On a spreadsheet, each column has a unified data type, either quantified with a value or as a missing value, `NA`, in each row. Rows typically represent the sampling unit, perhaps individual or site, along which all of these various items have been measured or determined. A `data.frame` is similar to this, at least conceptually. You define a `data.frame` by designating the columns of data to be used. You do not need to define all of them, more can be added later. The values passed can be sequences, collections of values, or computed parameters. For example:
```{r}
df <- data.frame( ID=1:5, Names=c("Bob","Alice","Vicki","John","Sarah"), Score=100 - rpois(5,lambda=10))
df
```
You can see that each column is a unified type of data and each row is equivalent to a record. Additional data columns may be added to an existing data.frame as:
```{r}
df$Passed_Class <- c(TRUE,TRUE,TRUE,FALSE,TRUE)
```
Since we may have many (thousands?) of rows of observations, a `summary()` of the data.frame can provide a more compact description.
```{r}
summary(df)
```
We can add columns of data to the data.frame after the fact using the `$`-operator to indicate the column name.

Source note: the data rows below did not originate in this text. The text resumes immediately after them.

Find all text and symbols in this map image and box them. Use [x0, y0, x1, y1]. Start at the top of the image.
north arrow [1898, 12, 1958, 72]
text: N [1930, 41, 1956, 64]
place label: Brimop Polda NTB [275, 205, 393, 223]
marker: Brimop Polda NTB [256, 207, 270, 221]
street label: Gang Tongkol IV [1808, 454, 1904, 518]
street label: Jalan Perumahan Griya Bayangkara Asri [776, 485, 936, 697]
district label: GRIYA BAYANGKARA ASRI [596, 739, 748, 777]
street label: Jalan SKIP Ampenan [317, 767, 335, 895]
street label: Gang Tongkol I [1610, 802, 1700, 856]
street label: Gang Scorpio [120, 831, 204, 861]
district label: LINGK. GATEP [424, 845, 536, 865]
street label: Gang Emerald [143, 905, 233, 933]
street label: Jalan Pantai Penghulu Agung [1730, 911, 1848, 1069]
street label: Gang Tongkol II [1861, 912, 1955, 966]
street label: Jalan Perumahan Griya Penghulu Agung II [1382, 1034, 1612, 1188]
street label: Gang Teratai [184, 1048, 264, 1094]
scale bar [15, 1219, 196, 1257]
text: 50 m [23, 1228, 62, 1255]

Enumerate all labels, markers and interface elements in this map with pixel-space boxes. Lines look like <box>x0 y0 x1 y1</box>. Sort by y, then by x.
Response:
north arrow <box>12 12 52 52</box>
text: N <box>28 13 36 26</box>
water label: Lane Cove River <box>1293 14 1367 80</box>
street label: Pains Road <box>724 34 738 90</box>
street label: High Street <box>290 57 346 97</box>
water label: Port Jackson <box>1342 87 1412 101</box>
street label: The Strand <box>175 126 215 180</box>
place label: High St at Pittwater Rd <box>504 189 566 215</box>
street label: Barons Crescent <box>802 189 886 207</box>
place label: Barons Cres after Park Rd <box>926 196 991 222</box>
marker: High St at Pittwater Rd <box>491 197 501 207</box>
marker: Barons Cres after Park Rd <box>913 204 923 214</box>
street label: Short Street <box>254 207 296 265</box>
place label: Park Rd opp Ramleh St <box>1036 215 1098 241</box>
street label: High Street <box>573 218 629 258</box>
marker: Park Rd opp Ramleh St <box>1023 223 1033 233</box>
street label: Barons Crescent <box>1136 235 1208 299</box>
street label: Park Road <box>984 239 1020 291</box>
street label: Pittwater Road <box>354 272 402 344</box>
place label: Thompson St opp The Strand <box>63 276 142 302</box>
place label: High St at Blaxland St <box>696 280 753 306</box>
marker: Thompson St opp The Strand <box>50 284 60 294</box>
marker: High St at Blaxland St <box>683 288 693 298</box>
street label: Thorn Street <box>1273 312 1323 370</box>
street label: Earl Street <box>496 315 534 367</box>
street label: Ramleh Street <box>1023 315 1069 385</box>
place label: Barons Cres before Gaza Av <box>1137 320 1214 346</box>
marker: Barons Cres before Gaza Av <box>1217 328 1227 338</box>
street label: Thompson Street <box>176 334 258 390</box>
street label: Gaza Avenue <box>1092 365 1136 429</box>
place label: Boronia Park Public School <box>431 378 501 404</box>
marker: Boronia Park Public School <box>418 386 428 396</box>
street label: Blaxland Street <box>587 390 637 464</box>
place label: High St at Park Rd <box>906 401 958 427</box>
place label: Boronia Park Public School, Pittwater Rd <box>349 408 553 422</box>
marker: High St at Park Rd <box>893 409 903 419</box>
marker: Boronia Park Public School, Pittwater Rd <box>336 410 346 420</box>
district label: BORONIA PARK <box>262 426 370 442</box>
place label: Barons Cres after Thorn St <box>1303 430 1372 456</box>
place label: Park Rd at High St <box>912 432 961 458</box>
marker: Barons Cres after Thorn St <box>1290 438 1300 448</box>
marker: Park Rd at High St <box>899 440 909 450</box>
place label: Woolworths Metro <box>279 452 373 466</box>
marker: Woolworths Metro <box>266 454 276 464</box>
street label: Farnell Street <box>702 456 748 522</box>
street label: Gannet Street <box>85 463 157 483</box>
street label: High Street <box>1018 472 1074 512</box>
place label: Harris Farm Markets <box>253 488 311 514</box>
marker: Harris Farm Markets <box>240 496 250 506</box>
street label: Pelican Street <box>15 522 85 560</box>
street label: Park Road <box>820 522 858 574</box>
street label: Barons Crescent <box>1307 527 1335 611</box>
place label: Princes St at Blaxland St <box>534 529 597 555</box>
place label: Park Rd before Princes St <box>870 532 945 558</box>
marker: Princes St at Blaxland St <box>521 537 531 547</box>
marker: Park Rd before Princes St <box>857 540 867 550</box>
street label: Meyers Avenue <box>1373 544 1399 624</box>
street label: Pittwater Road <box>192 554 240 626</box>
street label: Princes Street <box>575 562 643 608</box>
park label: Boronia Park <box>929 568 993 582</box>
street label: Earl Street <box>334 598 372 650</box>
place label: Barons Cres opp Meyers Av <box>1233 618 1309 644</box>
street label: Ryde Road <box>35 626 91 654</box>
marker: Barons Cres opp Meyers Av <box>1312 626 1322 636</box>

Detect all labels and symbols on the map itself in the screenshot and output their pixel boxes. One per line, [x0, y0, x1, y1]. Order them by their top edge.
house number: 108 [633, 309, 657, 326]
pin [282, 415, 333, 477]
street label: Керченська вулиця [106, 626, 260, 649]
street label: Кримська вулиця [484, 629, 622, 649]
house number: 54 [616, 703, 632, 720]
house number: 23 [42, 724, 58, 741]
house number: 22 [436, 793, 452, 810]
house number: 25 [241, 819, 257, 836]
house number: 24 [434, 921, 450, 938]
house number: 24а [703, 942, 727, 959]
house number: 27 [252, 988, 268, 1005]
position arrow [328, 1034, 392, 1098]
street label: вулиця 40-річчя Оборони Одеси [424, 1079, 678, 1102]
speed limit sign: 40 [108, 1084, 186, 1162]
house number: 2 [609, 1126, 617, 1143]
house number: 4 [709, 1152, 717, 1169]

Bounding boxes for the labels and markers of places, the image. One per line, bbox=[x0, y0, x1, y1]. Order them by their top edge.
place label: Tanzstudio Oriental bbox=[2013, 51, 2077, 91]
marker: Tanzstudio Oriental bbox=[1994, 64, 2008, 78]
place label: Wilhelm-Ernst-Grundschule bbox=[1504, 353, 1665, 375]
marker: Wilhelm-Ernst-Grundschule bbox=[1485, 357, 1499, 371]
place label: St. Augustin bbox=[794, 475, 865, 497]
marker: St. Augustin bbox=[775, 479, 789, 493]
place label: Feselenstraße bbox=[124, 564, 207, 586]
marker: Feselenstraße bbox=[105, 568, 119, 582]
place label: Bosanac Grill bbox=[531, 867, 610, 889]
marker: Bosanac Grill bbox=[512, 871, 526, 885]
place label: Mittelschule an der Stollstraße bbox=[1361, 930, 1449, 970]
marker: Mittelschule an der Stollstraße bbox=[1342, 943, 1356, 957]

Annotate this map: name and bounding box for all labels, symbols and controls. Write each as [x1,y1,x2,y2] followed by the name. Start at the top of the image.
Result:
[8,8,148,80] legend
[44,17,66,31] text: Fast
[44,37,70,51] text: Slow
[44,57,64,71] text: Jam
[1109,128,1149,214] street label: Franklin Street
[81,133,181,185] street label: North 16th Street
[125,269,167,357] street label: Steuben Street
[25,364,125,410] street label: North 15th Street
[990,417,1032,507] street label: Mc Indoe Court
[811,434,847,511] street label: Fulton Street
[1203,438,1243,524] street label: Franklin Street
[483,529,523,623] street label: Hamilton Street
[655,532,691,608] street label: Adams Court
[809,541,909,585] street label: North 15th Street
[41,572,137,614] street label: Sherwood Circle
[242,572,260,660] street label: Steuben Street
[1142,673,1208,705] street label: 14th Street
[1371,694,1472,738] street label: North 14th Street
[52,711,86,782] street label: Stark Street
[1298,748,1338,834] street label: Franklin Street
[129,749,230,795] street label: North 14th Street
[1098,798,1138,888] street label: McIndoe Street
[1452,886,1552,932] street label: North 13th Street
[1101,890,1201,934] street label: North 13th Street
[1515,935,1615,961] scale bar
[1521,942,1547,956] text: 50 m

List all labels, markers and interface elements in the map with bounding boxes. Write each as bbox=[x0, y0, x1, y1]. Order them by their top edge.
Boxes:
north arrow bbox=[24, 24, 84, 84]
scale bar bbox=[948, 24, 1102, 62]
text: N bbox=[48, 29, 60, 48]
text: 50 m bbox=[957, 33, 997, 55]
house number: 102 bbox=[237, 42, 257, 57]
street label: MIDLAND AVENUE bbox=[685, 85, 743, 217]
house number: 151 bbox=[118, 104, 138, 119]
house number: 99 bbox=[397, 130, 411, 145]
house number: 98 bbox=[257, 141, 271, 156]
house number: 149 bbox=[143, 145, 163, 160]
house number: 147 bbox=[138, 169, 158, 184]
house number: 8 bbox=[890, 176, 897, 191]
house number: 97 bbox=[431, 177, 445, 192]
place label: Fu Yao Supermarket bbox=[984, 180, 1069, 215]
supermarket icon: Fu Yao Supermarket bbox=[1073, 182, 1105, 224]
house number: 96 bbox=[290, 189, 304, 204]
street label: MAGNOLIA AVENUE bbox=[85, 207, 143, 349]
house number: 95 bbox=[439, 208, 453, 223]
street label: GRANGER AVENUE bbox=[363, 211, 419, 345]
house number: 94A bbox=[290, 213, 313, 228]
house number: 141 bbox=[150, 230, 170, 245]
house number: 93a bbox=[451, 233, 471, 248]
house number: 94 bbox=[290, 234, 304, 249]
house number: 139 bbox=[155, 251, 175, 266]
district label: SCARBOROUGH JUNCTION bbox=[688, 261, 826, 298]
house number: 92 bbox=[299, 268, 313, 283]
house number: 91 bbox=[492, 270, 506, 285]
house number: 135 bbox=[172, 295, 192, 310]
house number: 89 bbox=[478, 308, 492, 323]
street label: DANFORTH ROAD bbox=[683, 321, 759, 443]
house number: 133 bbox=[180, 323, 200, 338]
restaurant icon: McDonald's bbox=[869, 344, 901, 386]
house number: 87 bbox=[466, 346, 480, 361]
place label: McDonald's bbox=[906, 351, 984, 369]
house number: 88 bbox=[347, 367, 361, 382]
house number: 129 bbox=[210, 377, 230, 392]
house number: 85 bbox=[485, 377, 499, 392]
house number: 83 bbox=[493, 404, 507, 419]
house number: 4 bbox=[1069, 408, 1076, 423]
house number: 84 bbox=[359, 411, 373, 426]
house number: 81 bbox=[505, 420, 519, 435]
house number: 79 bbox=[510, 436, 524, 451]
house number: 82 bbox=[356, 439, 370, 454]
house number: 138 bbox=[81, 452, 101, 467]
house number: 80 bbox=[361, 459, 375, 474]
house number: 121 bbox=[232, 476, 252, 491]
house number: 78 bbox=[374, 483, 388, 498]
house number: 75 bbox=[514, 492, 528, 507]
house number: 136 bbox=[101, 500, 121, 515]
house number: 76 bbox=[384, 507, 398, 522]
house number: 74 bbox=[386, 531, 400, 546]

Depending upon the data type, the summary will provide an overview of what is there.
### Indexing Data Frames
You can access individual items within a `data.frame` by numeric index such as:
```{r}
df[1,3]
```
You can slide indices along rows (which return a new `data.frame` for you)
```{r}
df[1,]
```
or along columns (which give you a vector of data)
```{r}
df[,3]
```
or use the `$`-operator as you did for the list data type to get direct access to a either all the data or a specific subset therein.
```{r}
df$Names[3]
```
Indices are ordered just like for matrices, rows first then columns. You can also pass a set of indices such as:
```{r}
df[1:3,]
```
It is also possible to use logical operators as indices. Here I select only those names in the data.frame whose score was >90 and they passed popgen.
```{r}
df$Names[df$Score > 90 & df$Passed_Class==TRUE]
```
This is why `data.frame` objects are very database like. They can contain lots of data and you can extract from them subsets that you need to work on. This is a VERY important feature, one that is vital for reproducible research. Keep you data in one and only one place.